This was the key message of Peter McDonald, Director for Transport and Digital Connectivity at the Welsh Government speaking at the CIHT, CILT and ICE’s joint conference Design for Transport in Wales: A New Direction on 9 November.
He added that the Wales Roads Review published earlier in 2023, should be seen as a re-set. Ministers’ policy objectives have evolved in recent years, as reflected in the transport portfolio’s move to the Climate Change Ministry. -It is important that current priorities are reflected in the projects in its capital programme and the criteria that will be used to drive future decisions. Put another way, money remained in the capital programme for investment in roads but it will need to be spent differently.
Peter pointed to the importance of the WelTAG (Wales Transport Appraisal Guidance) process, which is in the process of being upgraded. It is vital that neither government nor its supply chain partners treat appraisal as bureaucratic hurdle to be overcome. If that happens, we will be generating information but offering no insight. Instead, we need serious analysis of the nature of transport problems and hard thinking about a broad range of possible solutions. In the coming years government and the professions need to collaborate to build a community of best practice around this work, which if successful will put Wales at the forefront of transport thinking.
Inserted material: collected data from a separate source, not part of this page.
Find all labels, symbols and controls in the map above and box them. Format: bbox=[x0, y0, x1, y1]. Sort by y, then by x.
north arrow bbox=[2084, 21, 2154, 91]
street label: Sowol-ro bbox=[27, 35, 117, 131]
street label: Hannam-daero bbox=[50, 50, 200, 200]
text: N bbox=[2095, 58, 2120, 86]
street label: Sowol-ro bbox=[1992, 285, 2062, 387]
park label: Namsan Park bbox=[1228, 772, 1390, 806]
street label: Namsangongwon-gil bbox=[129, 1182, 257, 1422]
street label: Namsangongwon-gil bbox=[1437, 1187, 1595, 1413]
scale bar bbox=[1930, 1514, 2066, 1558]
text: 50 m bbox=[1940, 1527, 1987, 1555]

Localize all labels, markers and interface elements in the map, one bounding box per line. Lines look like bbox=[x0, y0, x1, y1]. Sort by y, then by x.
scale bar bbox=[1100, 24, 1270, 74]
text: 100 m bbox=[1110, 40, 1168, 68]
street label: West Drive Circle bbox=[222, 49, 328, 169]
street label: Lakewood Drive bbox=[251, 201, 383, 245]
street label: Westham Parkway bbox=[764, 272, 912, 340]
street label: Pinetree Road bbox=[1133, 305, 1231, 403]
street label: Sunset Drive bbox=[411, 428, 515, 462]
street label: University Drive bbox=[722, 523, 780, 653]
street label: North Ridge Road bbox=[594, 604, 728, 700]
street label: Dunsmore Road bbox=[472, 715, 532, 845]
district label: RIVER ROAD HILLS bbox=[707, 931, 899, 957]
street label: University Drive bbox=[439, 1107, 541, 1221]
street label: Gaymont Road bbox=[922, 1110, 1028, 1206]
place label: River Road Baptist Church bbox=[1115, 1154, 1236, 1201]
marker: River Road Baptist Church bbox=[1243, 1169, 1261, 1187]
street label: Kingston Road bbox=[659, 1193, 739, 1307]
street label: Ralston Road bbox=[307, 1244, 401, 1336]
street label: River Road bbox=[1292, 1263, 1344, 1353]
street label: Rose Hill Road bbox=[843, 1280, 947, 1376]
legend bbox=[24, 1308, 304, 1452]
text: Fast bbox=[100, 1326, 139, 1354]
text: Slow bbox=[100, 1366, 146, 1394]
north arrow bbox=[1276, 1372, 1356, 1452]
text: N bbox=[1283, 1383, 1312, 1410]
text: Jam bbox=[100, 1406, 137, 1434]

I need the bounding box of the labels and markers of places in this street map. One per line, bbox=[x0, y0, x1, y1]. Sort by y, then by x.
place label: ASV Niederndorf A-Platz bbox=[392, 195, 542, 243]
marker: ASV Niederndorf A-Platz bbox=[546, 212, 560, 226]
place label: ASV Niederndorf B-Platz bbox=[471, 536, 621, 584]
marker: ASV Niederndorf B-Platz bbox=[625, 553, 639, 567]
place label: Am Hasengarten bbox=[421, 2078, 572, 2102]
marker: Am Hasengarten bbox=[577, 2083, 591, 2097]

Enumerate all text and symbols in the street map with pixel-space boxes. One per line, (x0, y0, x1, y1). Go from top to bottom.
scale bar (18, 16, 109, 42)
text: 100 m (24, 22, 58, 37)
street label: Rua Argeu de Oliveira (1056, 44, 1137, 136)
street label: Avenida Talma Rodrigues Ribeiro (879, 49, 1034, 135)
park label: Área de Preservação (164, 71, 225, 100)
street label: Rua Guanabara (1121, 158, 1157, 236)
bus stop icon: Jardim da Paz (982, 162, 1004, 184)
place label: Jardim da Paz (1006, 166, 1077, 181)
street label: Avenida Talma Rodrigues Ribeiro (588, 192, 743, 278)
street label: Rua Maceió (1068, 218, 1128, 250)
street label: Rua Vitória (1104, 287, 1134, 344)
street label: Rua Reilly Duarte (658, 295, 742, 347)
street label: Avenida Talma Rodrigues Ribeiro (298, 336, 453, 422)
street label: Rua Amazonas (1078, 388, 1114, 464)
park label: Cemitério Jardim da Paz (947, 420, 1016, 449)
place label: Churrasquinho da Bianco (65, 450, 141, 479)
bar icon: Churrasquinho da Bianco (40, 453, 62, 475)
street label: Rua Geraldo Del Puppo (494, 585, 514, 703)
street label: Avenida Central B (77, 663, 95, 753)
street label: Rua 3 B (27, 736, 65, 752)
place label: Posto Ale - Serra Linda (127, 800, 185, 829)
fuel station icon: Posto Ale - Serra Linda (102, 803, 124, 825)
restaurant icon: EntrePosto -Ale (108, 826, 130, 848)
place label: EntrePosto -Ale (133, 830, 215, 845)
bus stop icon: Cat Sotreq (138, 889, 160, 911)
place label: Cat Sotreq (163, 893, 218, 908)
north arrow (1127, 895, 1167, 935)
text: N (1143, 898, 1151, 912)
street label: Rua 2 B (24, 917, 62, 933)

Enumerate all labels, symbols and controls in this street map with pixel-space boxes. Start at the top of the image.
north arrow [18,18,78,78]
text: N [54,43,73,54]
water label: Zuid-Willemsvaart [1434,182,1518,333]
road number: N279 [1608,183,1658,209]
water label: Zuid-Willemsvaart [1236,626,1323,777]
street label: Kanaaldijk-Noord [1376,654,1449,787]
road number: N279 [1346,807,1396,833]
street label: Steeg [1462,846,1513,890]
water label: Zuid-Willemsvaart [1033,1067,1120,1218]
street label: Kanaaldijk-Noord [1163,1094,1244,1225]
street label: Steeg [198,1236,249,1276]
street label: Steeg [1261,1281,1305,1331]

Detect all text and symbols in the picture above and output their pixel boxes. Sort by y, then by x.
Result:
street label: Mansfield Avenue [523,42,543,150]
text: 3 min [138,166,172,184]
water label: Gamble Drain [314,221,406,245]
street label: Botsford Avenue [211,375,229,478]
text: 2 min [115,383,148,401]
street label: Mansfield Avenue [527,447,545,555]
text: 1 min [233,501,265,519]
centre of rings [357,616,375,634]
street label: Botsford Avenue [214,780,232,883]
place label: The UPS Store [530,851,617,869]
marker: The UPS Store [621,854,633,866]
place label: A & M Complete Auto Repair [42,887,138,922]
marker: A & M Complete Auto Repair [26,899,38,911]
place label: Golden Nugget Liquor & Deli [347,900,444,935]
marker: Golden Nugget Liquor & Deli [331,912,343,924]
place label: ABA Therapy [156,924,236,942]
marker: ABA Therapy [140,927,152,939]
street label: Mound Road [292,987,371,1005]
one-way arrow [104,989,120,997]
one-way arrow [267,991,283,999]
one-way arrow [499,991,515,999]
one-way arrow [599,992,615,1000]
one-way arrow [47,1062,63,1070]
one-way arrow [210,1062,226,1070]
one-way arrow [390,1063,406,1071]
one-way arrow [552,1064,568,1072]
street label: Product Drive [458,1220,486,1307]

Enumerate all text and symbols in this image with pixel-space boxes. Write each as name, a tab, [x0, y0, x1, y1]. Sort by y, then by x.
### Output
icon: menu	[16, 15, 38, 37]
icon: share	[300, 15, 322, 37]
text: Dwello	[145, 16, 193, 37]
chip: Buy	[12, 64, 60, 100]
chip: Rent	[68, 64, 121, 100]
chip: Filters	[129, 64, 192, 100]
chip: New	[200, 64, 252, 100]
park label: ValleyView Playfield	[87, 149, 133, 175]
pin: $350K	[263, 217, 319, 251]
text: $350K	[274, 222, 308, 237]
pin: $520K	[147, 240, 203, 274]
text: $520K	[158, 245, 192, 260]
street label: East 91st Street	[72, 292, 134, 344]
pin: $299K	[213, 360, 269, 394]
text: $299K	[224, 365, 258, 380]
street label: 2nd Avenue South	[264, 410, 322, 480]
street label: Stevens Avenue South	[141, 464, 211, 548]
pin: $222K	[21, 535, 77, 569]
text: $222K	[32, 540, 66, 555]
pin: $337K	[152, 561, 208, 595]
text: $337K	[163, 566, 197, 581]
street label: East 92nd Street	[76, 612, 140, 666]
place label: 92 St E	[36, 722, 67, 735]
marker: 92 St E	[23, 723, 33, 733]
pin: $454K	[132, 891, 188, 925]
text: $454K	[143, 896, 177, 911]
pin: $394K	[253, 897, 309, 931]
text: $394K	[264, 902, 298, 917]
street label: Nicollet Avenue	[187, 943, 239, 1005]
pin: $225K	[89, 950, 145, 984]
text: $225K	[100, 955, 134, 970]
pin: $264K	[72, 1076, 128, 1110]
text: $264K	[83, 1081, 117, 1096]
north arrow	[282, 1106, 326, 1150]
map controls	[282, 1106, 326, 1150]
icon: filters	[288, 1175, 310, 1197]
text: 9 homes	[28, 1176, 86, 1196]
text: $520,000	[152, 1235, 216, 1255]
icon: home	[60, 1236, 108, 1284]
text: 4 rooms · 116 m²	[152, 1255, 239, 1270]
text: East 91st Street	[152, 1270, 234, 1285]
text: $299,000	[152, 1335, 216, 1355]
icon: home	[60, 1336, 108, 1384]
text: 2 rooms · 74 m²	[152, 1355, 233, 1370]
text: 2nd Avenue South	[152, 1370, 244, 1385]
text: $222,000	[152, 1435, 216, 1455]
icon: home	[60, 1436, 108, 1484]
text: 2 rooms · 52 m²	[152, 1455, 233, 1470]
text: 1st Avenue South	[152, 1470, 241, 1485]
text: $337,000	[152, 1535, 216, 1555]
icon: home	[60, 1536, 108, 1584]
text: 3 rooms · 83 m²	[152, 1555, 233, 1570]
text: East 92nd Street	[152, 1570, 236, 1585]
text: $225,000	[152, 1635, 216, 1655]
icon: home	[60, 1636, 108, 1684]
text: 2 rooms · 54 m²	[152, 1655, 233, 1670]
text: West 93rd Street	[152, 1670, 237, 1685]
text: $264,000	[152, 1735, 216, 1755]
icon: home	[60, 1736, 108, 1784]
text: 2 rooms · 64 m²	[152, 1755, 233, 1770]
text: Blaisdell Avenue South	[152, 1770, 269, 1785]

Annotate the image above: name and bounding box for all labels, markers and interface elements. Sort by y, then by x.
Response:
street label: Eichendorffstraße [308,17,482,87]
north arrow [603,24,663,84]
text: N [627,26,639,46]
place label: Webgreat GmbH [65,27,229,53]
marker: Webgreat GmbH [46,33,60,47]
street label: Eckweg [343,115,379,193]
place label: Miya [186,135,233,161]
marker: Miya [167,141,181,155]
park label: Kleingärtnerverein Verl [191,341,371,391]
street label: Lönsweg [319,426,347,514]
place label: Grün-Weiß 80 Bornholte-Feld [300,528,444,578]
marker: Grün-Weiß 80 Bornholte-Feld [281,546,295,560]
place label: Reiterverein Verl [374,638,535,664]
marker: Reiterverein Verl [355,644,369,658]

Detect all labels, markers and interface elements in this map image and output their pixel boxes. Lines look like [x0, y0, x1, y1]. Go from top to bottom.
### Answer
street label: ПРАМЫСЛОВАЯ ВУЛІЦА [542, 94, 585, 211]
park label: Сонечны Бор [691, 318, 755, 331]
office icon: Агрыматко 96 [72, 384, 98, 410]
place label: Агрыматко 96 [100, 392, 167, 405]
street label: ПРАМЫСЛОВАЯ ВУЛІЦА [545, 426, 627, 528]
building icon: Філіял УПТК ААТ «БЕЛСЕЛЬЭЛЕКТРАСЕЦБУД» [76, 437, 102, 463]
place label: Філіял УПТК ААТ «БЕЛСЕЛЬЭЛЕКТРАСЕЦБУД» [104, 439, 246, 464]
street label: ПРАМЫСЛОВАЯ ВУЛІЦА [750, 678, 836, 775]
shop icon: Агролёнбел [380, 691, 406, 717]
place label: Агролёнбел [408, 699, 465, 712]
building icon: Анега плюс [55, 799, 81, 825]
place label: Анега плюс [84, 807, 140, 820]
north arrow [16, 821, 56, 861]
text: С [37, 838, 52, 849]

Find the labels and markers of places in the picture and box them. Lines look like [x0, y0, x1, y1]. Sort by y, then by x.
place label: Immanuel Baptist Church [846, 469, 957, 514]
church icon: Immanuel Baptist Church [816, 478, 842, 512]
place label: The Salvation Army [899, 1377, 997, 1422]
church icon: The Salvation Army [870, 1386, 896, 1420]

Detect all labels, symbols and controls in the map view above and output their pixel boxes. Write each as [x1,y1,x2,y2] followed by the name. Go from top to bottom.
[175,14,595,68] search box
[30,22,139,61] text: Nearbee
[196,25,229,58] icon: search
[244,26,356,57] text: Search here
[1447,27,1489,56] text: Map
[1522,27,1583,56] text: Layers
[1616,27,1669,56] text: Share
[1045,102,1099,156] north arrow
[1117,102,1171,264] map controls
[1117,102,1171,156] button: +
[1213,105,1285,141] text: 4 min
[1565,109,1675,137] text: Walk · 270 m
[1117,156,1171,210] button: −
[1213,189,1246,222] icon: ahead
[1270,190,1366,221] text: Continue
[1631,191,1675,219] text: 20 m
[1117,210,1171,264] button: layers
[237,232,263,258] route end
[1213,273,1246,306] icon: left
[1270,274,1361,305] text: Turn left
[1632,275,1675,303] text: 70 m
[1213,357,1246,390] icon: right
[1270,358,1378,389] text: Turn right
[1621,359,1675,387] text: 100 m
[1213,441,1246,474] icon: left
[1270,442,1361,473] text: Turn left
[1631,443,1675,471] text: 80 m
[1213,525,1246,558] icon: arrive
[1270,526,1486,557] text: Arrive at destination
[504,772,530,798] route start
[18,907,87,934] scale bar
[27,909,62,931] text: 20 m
Speaking later in the conference, CIHT Vice President and member of the Roads Review Panel Professor Glenn Lyons welcomed the leadership shown by Welsh Minister. Glenn also recognised the scale of the challenge ahead – both cultural and technical. Reflecting on the old adage that to a person with a hammer every problem looks like a nail, he joked that perhaps he Welsh Government have discovered screws – meaning we all have to get used to the idea of learning how to use a screwdriver. He also echoed many of the other speakers on the day by pointing to the opportunity to address the sector’s poor record on diversity. He reflected on his work as co-chair of the Roads Investment Scrutiny Panel and its conclusion that future decision making will need to draw on a much wider and more diverse range of expertise and perspectives if we want to be confident of delivering better economic, social and environmental outcomes for more people.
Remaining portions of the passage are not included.